Andy Ruiz Jr. and Chris Arreola have a lot in common. They are both Mexican-American heavyweights who honed their boxing senses under the guidance of their fight fanatic fathers. They both took frequent trips as young boys to Mexico with their fathers to experience “real” fighting. They are also not body-beautiful types, of course. And, professionally, they are probably the two most accomplished heavyweights of Mexican descent in the history of boxing– although, admittedly, there’s not a huge talent pool of Mexican heavyweights from which to choose. 

But what makes their upcoming FOX Sports/PBC PPV bout so interesting is what may be boiling beneath the surface of their good-hearted camaraderie and respect. 

Chris Arreola, for all his “good guy” charm and “it’s all good” attitude has to be sporting a streak of resentment for Ruiz, who ended up accomplishing everything many felt Arreola was supposed to accomplish.

“At one point he wanted to be like me.
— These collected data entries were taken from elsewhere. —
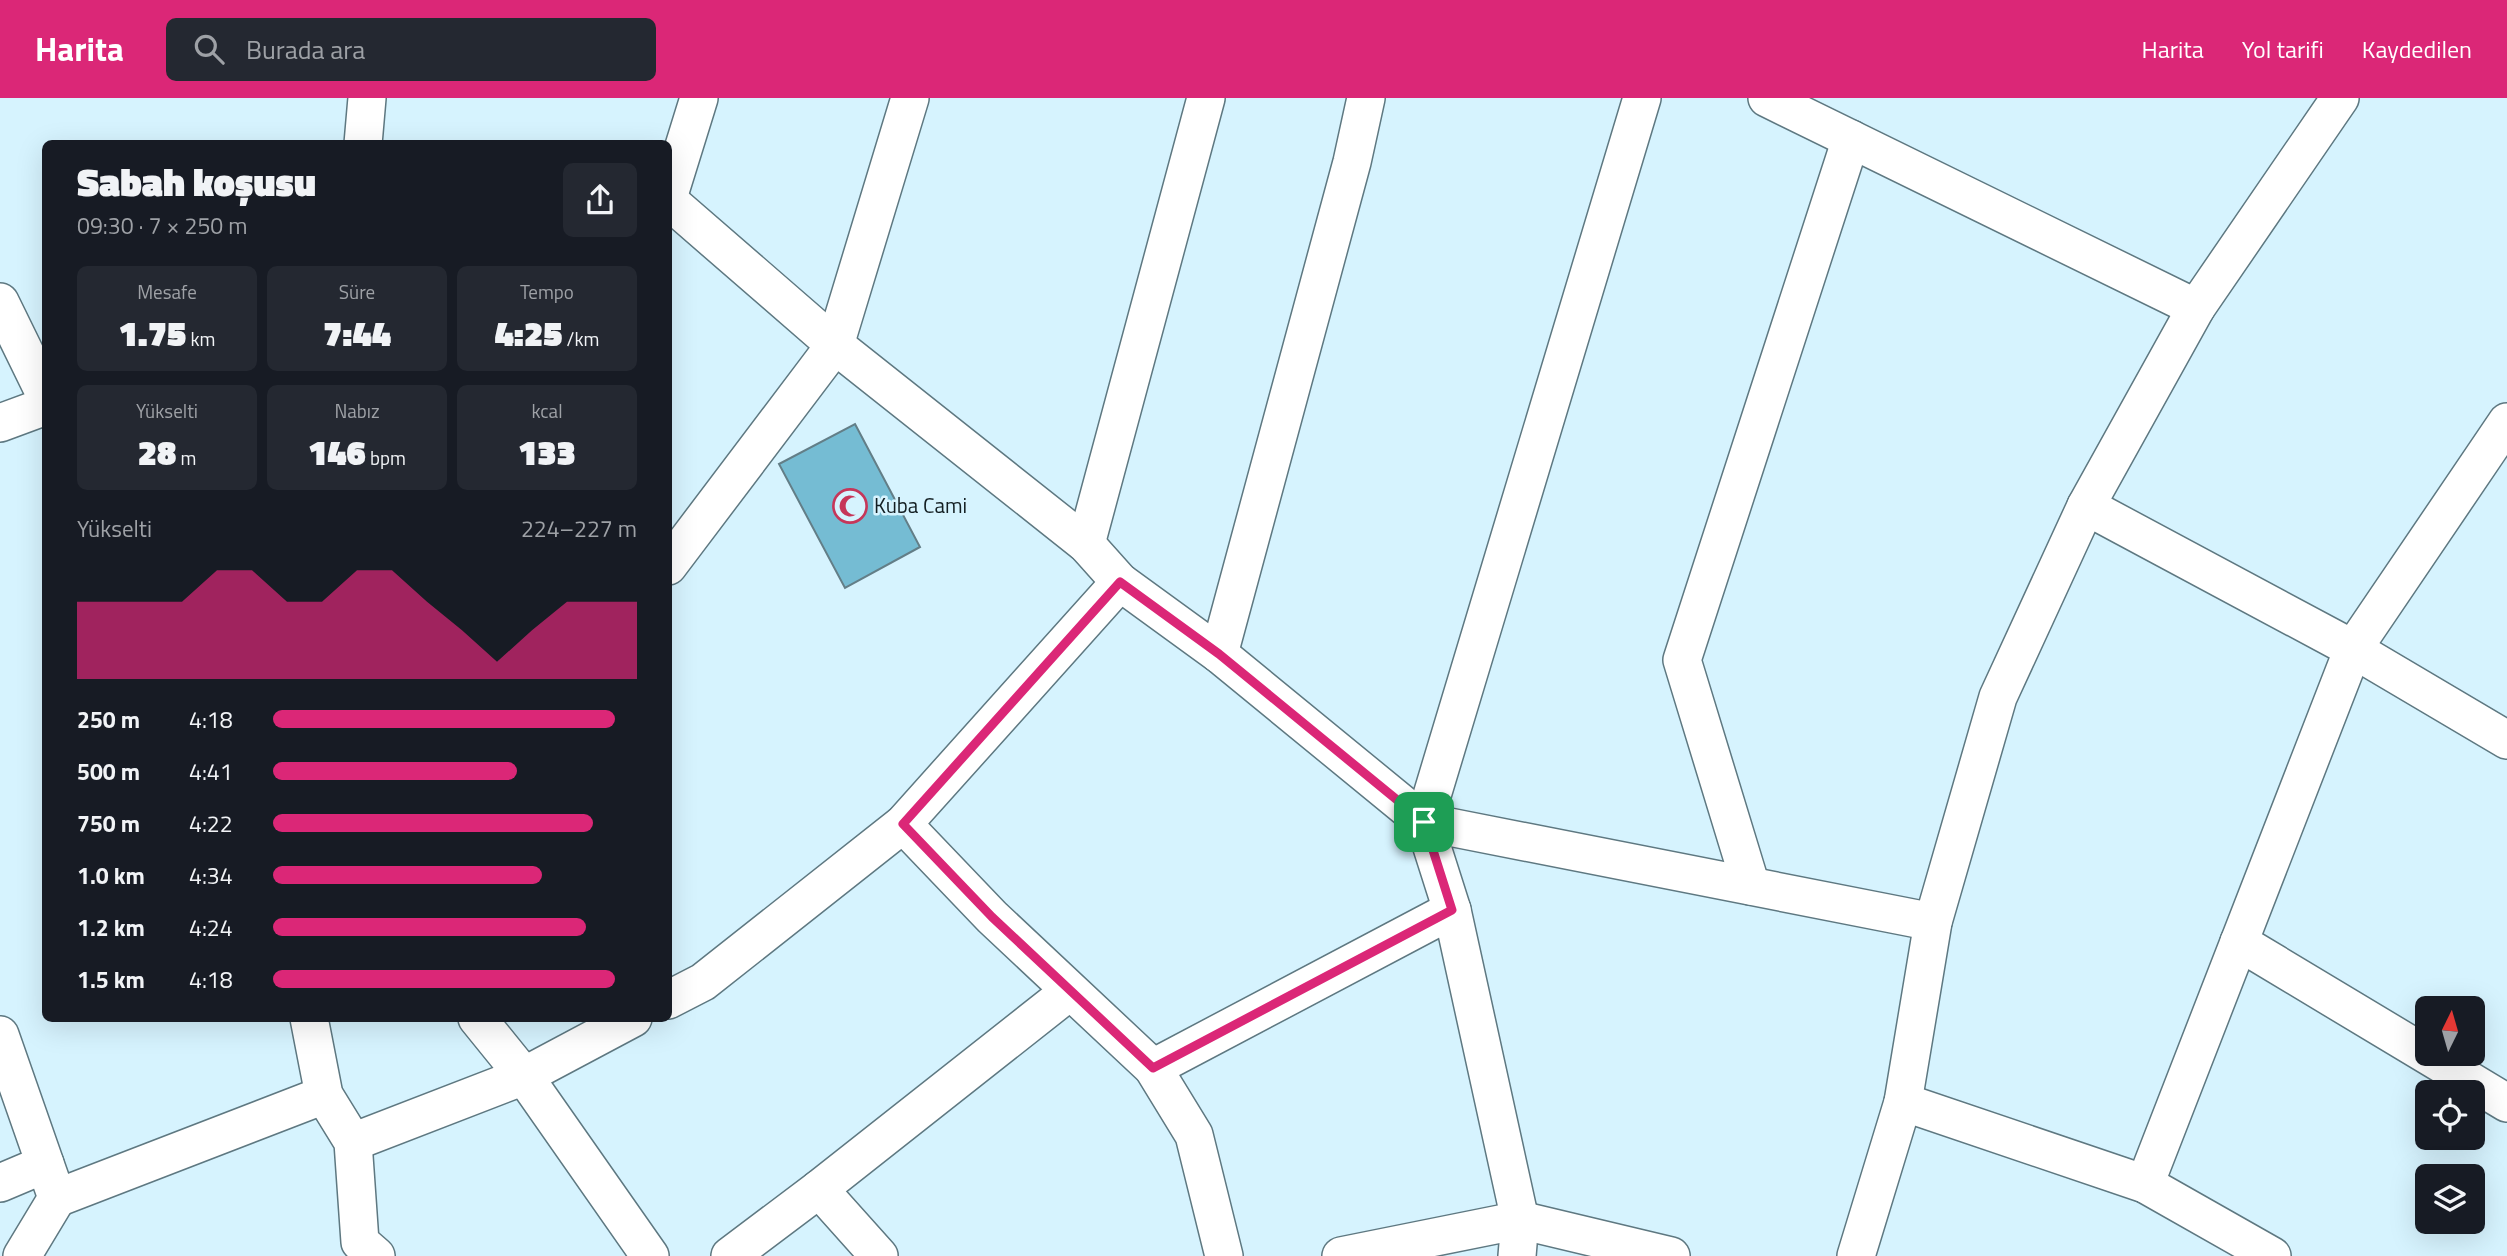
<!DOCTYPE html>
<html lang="tr">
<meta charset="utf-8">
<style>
:root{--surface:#171b24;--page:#242831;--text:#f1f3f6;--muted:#9ea1a6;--accent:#db2777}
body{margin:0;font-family:"Titillium Web",sans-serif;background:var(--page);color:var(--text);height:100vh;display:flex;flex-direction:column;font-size:26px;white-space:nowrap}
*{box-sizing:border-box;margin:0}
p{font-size:23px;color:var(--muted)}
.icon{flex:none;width:38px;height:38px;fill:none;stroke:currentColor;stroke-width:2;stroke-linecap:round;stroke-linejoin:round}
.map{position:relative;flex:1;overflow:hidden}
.side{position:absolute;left:42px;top:42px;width:630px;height:882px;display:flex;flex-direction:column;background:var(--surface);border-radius:10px;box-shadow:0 7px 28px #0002}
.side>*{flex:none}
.needle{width:46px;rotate:5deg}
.tools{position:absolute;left:2415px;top:898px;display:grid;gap:14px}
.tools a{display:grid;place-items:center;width:70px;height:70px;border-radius:10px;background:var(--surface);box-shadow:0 7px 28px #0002;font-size:35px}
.pin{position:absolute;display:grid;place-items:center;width:60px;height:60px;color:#fff;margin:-30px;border-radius:14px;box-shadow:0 4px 10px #0006}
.round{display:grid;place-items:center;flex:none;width:74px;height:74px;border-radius:10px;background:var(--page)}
.headline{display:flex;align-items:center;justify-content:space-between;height:119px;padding:0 35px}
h1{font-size:38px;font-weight:800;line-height:52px}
.stats{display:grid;grid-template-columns:repeat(3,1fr);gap:10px;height:119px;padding:7px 35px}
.stats div{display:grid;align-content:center;border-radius:10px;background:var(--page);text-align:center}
.stats b{font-size:35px;font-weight:800}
.stats small{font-size:19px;font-weight:400}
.stats p{font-size:19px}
.chart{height:196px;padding:14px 35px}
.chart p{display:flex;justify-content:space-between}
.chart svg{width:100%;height:126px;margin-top:7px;fill:var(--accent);opacity:.7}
ul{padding:0 35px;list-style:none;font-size:23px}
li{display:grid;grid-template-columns:112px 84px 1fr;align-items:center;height:52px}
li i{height:18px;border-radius:9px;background:var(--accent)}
header{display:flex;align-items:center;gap:42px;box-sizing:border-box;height:98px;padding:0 35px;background:var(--accent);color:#fff}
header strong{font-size:33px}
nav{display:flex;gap:38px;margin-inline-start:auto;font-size:24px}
.search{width:490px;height:63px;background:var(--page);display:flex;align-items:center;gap:18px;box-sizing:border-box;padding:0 24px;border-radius:10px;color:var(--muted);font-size:26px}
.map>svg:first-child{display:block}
.building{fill:#75bcd3;stroke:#637e87;stroke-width:2}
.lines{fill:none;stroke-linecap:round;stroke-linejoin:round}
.street-casing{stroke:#5e7881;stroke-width:40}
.street{stroke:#fff;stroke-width:37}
.route-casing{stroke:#fff;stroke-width:14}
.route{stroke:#db2777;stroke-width:9}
.labels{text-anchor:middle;stroke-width:5;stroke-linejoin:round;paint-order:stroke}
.poi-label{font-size:21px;fill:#131e22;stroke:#d6f3fe;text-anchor:start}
</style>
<header>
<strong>Harita</strong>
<div class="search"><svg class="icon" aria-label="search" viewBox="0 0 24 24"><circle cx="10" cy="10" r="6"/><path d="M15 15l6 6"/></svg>Burada ara</div>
<nav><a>Harita</a><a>Yol tarifi</a><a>Kaydedilen</a></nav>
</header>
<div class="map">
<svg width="2507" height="1158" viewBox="0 0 2507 1158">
<rect width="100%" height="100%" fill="#d6f3fe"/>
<polygon class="building" points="855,326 920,449 845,490 779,366"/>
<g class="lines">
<g class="street-casing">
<g id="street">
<polyline points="1642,0 1424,724 1933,824"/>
<polyline points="1767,0 2196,210"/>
<polyline points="363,46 367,0"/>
<polyline points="668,100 699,0"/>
<polyline points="668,102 835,247 1086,446 1120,484 1219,556 1424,724 1452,812 1520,1122 1517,1158"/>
<polyline points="0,204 46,298"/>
<polyline points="0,325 46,308"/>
<polyline points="2086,408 2353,551 2507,642"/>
<polyline points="1086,446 1206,0"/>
<polyline points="668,468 835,247 910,0"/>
<polyline points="1219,556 1352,64 1366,0"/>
<polyline points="903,726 992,819 1153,970 1194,1037 1224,1158"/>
<polyline points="1751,788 1682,562 1851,41"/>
<polyline points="2239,844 2507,1005"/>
<polyline points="668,902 703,884 903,726 1120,484"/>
<polyline points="309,920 324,997 353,1044 360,1144 376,1158"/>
<polyline points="477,920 524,978 650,1158"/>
<polyline points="0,937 57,1100 22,1158"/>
<polyline points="1153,970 1452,812"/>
<polyline points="1903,1004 2145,1086 2272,1158"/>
<polyline points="353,1044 524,978 633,920"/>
<polyline points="0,1085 45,1066"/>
<polyline points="2145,1086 2353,551 2507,324"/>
<polyline points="819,1091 879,1158"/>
<polyline points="57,1100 324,997"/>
<polyline points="730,1158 819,1091 1070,893"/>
<polyline points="1341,1158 1520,1122 1671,1158"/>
<polyline points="1856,1158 1903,1004 1933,824 1998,599 2086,408 2196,210 2340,0"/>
</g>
</g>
<use href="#street" class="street"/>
</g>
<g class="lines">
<g class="route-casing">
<polygon id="route" points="1120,484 1219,556 1424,724 1452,812 1153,970 992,819 903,726"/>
</g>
<use href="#route" class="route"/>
</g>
<defs>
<g id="mosque-ring" transform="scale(1.75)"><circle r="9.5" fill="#d6f3fe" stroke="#c63659" stroke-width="1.5"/><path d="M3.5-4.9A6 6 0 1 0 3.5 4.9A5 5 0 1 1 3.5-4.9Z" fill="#c63659"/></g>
</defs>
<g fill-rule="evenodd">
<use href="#mosque-ring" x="850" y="408"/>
</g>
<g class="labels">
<g class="poi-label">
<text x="874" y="415">Kuba Cami</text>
</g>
</g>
</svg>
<div class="tools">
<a><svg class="needle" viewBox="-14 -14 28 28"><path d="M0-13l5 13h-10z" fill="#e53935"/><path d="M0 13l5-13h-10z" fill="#9ea1a6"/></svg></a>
<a><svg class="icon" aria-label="locate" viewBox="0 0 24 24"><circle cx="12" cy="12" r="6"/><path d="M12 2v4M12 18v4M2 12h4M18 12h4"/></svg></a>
<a><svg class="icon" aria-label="layers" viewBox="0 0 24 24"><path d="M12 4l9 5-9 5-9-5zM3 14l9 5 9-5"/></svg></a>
</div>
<div class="pin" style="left:1424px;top:724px;background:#1e9e55"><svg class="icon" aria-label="arrive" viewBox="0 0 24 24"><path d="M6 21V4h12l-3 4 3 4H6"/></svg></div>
<section class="side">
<div class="headline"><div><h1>Sabah koşusu</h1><p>09:30 · 7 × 250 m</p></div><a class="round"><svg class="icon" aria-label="share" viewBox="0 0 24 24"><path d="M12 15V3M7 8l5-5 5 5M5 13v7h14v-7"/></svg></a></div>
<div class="stats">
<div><p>Mesafe</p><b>1.75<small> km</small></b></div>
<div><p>Süre</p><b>7:44</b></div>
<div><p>Tempo</p><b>4:25<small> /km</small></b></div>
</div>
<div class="stats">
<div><p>Yükselti</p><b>28<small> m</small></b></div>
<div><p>Nabız</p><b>146<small> bpm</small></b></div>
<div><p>kcal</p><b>133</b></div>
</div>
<div class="chart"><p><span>Yükselti</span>224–227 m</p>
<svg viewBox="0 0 160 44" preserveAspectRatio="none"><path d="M0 44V17L10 17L20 17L30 17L40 6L50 6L60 17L70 17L80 6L90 6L100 17L110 27L120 38L130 27L140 17L150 17L160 17V44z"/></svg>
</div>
<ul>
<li><b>250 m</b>4:18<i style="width:94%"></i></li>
<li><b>500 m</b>4:41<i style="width:67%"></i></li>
<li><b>750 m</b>4:22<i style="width:88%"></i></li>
<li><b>1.0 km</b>4:34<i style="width:74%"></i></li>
<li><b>1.2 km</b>4:24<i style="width:86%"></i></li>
<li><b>1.5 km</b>4:18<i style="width:94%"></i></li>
</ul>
</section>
</div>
Now I want to be like him,” admitted Arreola during a recent press conference. “He became the first Mexican to win the heavyweight title. He did something I could never do. He deserves it, he did it…Now it’s my turn to do my best, to change history and prove that I am a great, elite Mexican heavyweight.”

For a good, long time THE Mexican heavyweight was Arreola and he was the one supposed to become that historic first heavyweight champ of Mexican descent. But, for as solid and as earnest the East L.A. native was, he could never quite get to the very top.

A tough waving of the white flag in his first title try against WBC champ Vitali Klitschko in 2009 was followed five years later by a controversial unanimous decision loss to Bermane Stiverne in a bid for the vacant WBC belt. Then, two years after that, he was forced to wave the white flag again in a loss to reigning WBC champ Deontay Wilder. 

“The Nightmare” had a nice run as a 17-year pro with some very solid wins and a reputation for being a balls-out tough guy. But he never got what Ruiz got. He never became THE man. He never got to be the right guy in the right place at the right time to make history. 

The 40-year-old battler would probably never cop to it, but there had to be plenty of resentment when it was Ruiz and not him making the rounds on late night talk shows, getting mainstream love, and stamping his place in history. Every now and then during the lead-in hype to this upcoming bout, some of that resentment slips out.

“He’s motivated to knock my block off but I’m motivated too,” Arreola told media. “I want to win. He may have been the first Mexican heavyweight champion but the best Mexican is right here.”

While both Arreola and Ruiz are motivated to win, the motivations pushing them to victory may be very different. 

Andy Ruiz needs to win this Saturday to get back into the world title picture and rebuild his name after the embarrassing fall from grace that followed his Rocky-like upset of three-belt champ Anthony Joshua. A win means career redemption, a spot among the relevant elite and all the earning potential that represents.

For Arreola, while money and a fourth title shot are surely high on the agenda, there’s also the realization that he’s not long for this boxing world. A win over Ruiz is about legacy– something which he’s come right out and admitted in interviews. It’s about proving that he was always as good as he was hyped to be and always as good as he knew he could be.

Ruiz and Arreola are going to fight their asses off, regardless. That’s just who they are. But this undercurrent dynamic of redemption and validation will make the battle memorable.